Таким образом, сюжет определяется новой школой в отношении к фабуле так, как стих в отношении к составляющим его словам, как мелодия в отношении к составляющим ее нотам, как форма к материалу. «Фабуле противостоит сюжет: те же события, но в их изложении, в том порядке, в каком они сообщены в произведении, в той связи, в какой даны в произведении сообщения о них…». Кратко выражаясь, фабула – это то, «что было на самом деле», сюжет – то, «как узнал об этом читатель» (110, с. 137).
«…Фабула есть лишь материал для сюжетного оформления, – говорит Шкловский. – Таким образом, сюжет «Евгения Онегина» не роман героя с Татьяной, а сюжетная обработка этой фабулы, произведенная введением перебивающих отступлений» (133, с. 39).
С этой же точки зрения подходят формалисты и к психологии действующих лиц.

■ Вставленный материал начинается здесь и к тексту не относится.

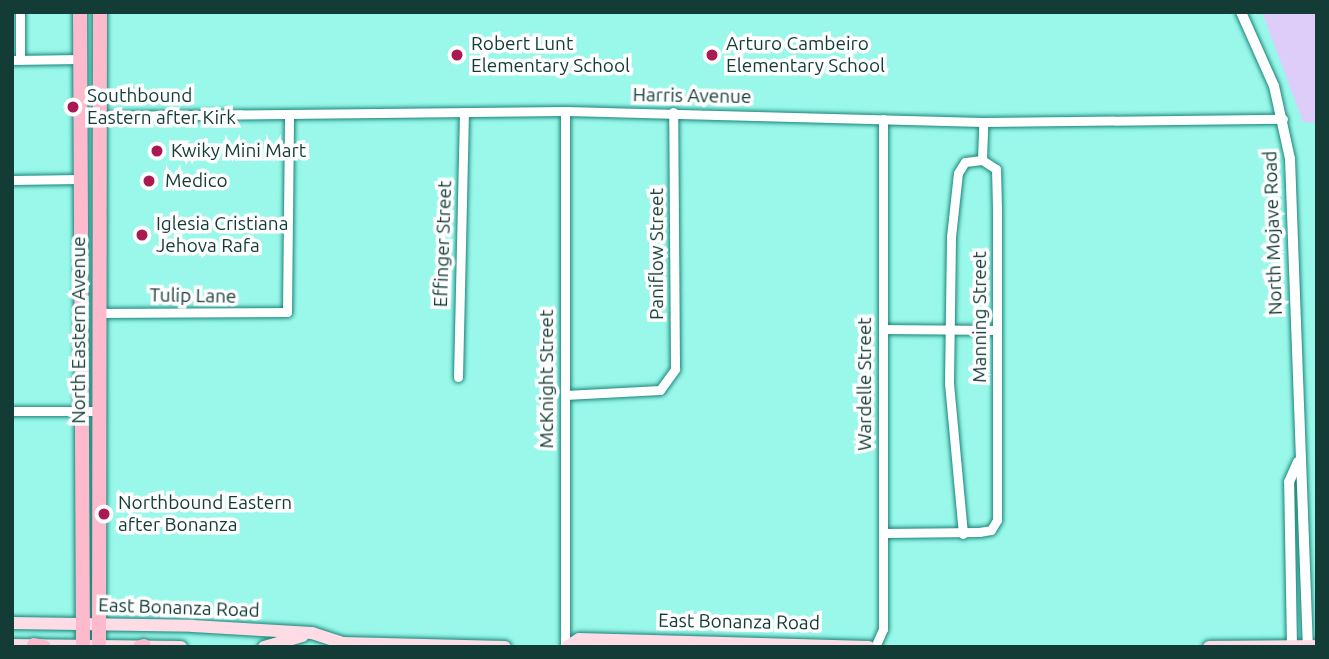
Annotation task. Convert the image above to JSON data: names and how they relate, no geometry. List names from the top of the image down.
{
  "streets": {
    "main road": ["North Eastern Avenue", "East Bonanza Road"],
    "street": [
      "Harris Avenue",
      "North Mojave Road",
      "Effinger Street",
      "Paniflow Street",
      "Tulip Lane",
      "Manning Street",
      "McKnight Street",
      "Wardelle Street"
    ]
  },
  "crossings": [
    ["Harris Avenue", "North Mojave Road"],
    ["Harris Avenue", "Effinger Street"],
    ["Harris Avenue", "Paniflow Street"],
    ["Harris Avenue", "Tulip Lane"],
    ["Harris Avenue", "Manning Street"],
    ["Harris Avenue", "North Eastern Avenue"],
    ["Harris Avenue", "McKnight Street"],
    ["Harris Avenue", "Wardelle Street"],
    ["Paniflow Street", "McKnight Street"],
    ["Tulip Lane", "North Eastern Avenue"],
    ["North Eastern Avenue", "East Bonanza Road"],
    ["McKnight Street", "East Bonanza Road"]
  ],
  "places": [
    "Robert Lunt Elementary School",
    "Arturo Cambeiro Elementary School",
    "Southbound Eastern after Kirk",
    "Kwiky Mini Mart",
    "Medico",
    "Iglesia Cristiana Jehova Rafa",
    "Northbound Eastern after Bonanza"
  ]
}
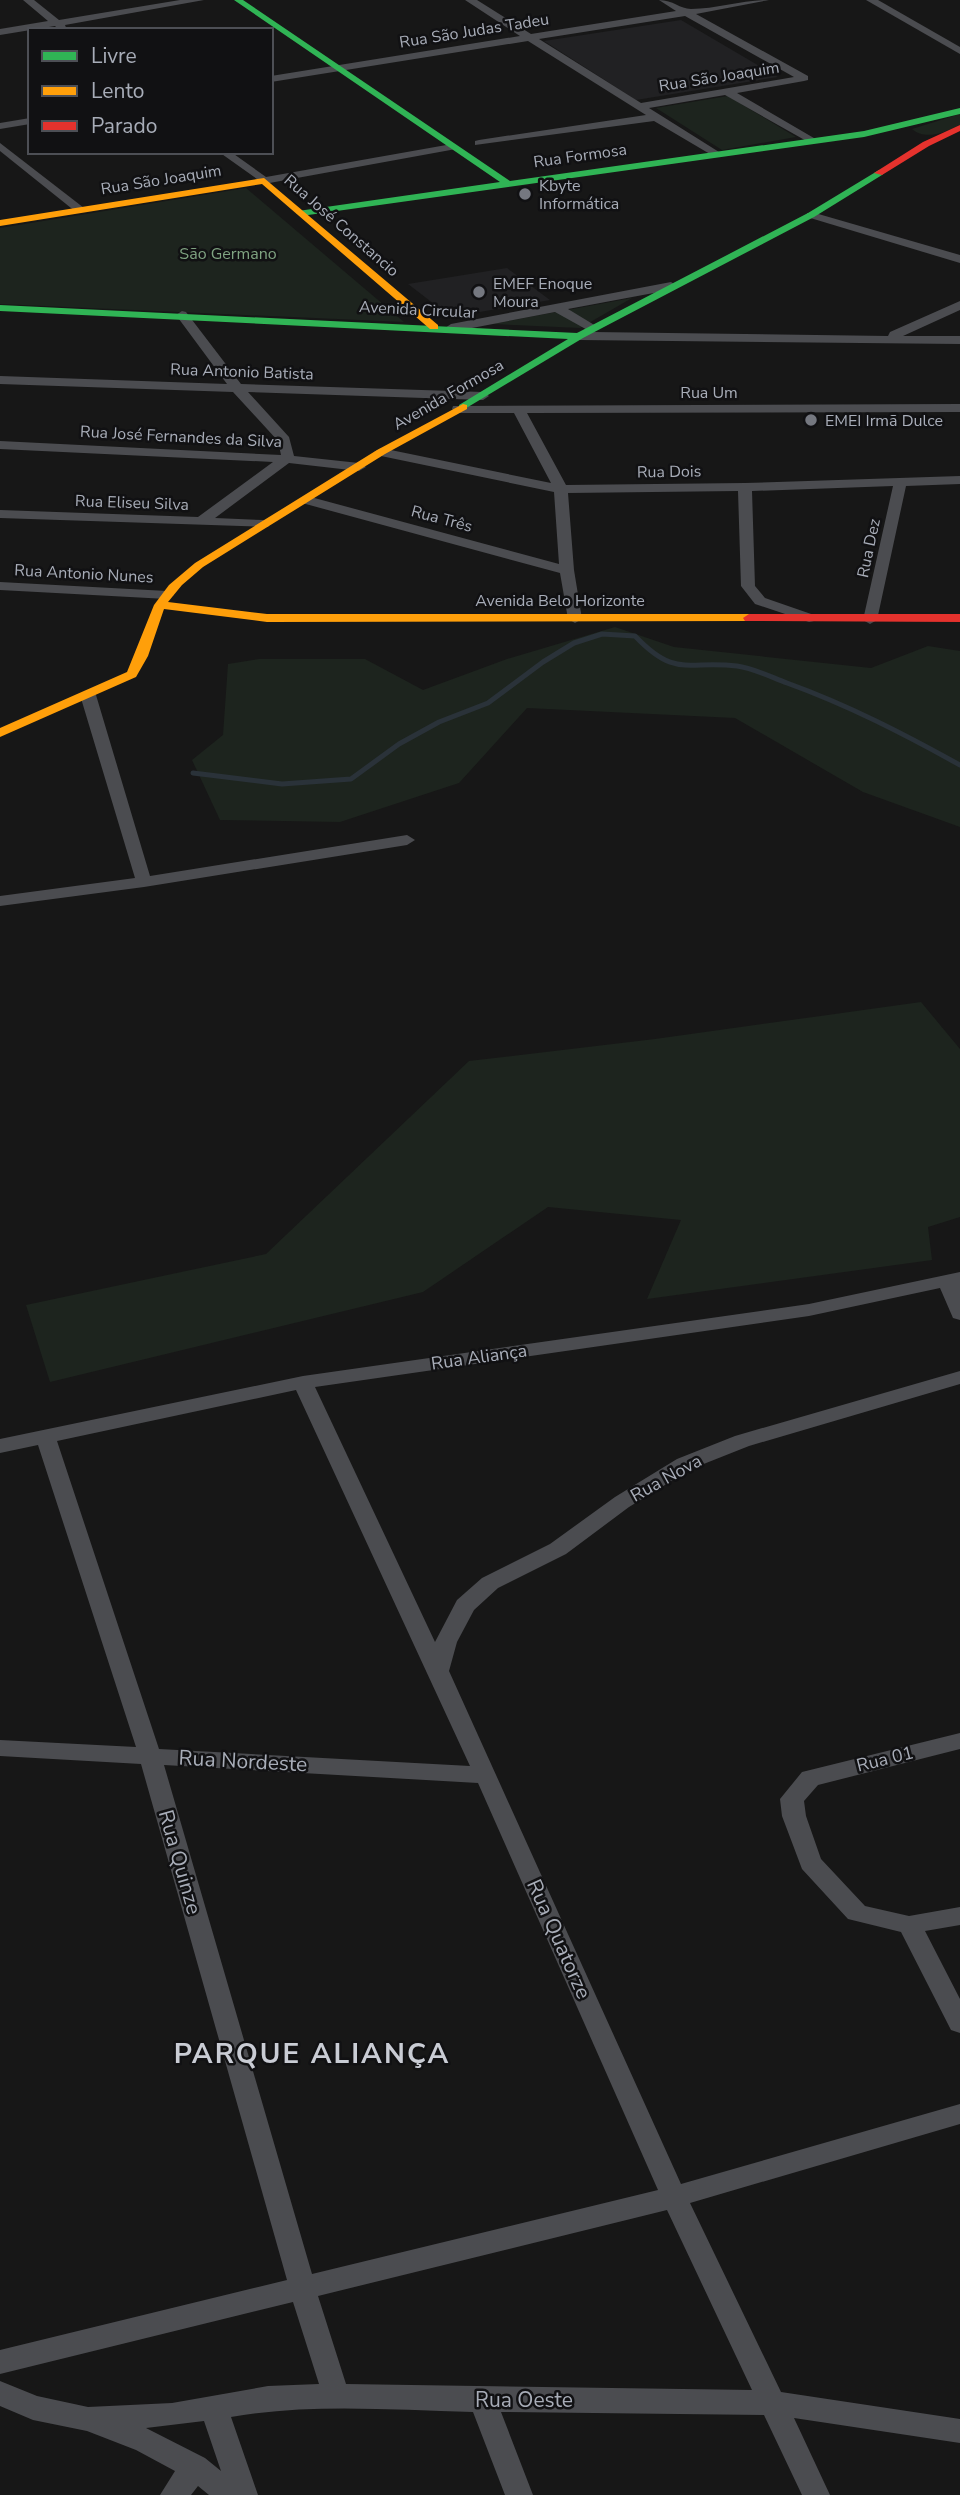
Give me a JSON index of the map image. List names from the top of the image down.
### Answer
{
  "streets": {
    "main road": [
      "Rua São Joaquim",
      "Rua Formosa",
      "Rua José Constancio",
      "Avenida Circular",
      "Avenida Formosa",
      "Avenida Belo Horizonte"
    ],
    "street": [
      "Rua São Judas Tadeu",
      "Rua Antonio Batista",
      "Rua Um",
      "Rua José Fernandes da Silva",
      "Rua Dois",
      "Rua Eliseu Silva",
      "Rua Três",
      "Rua Dez",
      "Rua Antonio Nunes",
      "Rua Aliança",
      "Rua Nova",
      "Rua 01",
      "Rua Nordeste",
      "Rua Quinze",
      "Rua Quatorze",
      "Rua Oeste"
    ]
  },
  "crossings": [
    ["Rua São Judas Tadeu", "Rua São Joaquim"],
    ["Rua São Joaquim", "Rua José Constancio"],
    ["Rua Formosa", "Rua José Constancio"],
    ["Rua José Constancio", "Avenida Circular"],
    ["Avenida Circular", "Avenida Formosa"],
    ["Rua Antonio Batista", "Avenida Formosa"],
    ["Rua Um", "Avenida Formosa"],
    ["Avenida Formosa", "Rua José Fernandes da Silva"],
    ["Avenida Formosa", "Rua Dois"],
    ["Avenida Formosa", "Rua Eliseu Silva"],
    ["Avenida Formosa", "Rua Três"],
    ["Avenida Formosa", "Rua Antonio Nunes"],
    ["Avenida Formosa", "Avenida Belo Horizonte"],
    ["Rua Dois", "Rua Dez"],
    ["Rua Dez", "Avenida Belo Horizonte"],
    ["Rua Antonio Nunes", "Avenida Belo Horizonte"],
    ["Rua Aliança", "Rua Quinze"],
    ["Rua Aliança", "Rua Quatorze"],
    ["Rua Nova", "Rua Quatorze"],
    ["Rua Nordeste", "Rua Quinze"],
    ["Rua Nordeste", "Rua Quatorze"],
    ["Rua Quinze", "Rua Oeste"],
    ["Rua Quatorze", "Rua Oeste"]
  ],
  "districts": ["PARQUE ALIANÇA"],
  "parks": ["São Germano"],
  "places": ["Kbyte Informática", "EMEF Enoque Moura", "EMEI Irmã Dulce"],
  "legend": ["Livre", "Lento", "Parado"]
}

И эту психологию мы должны понимать только как прием художника, который заключается в том, что заранее данный психологический материал искусственно и художественно перерабатывается и оформляется художником в соотношении с его эстетическим заданием. Таким образом, объяснение психологии действующих лиц и их поступков мы должны искать не в законах психологии, а в эстетической обусловленности заданиями автора. Если Гамлет медлит убить короля, то причину этого надо искать не в психологии нерешительности и безволия, а в законах художественного построения. Медлительность Гамлета есть только художественный прием трагедии, и Гамлет не убивает короля сразу только потому, что Шекспиру нужно было затянуть трагическое действие по чисто формальным законам, как поэту нужно подобрать слова под рифму не потому, что таковы законы фонетики, но потому, что таковы задания искусства. «Не потому задерживается трагедия, что Шиллеру надо разработать психологию медлительности, а как раз наоборот – потому Валленштейн медлит, что трагедию надо задерживать, а задержание это скрыть. То же самое – и в «Гамлете» (138, с. 81).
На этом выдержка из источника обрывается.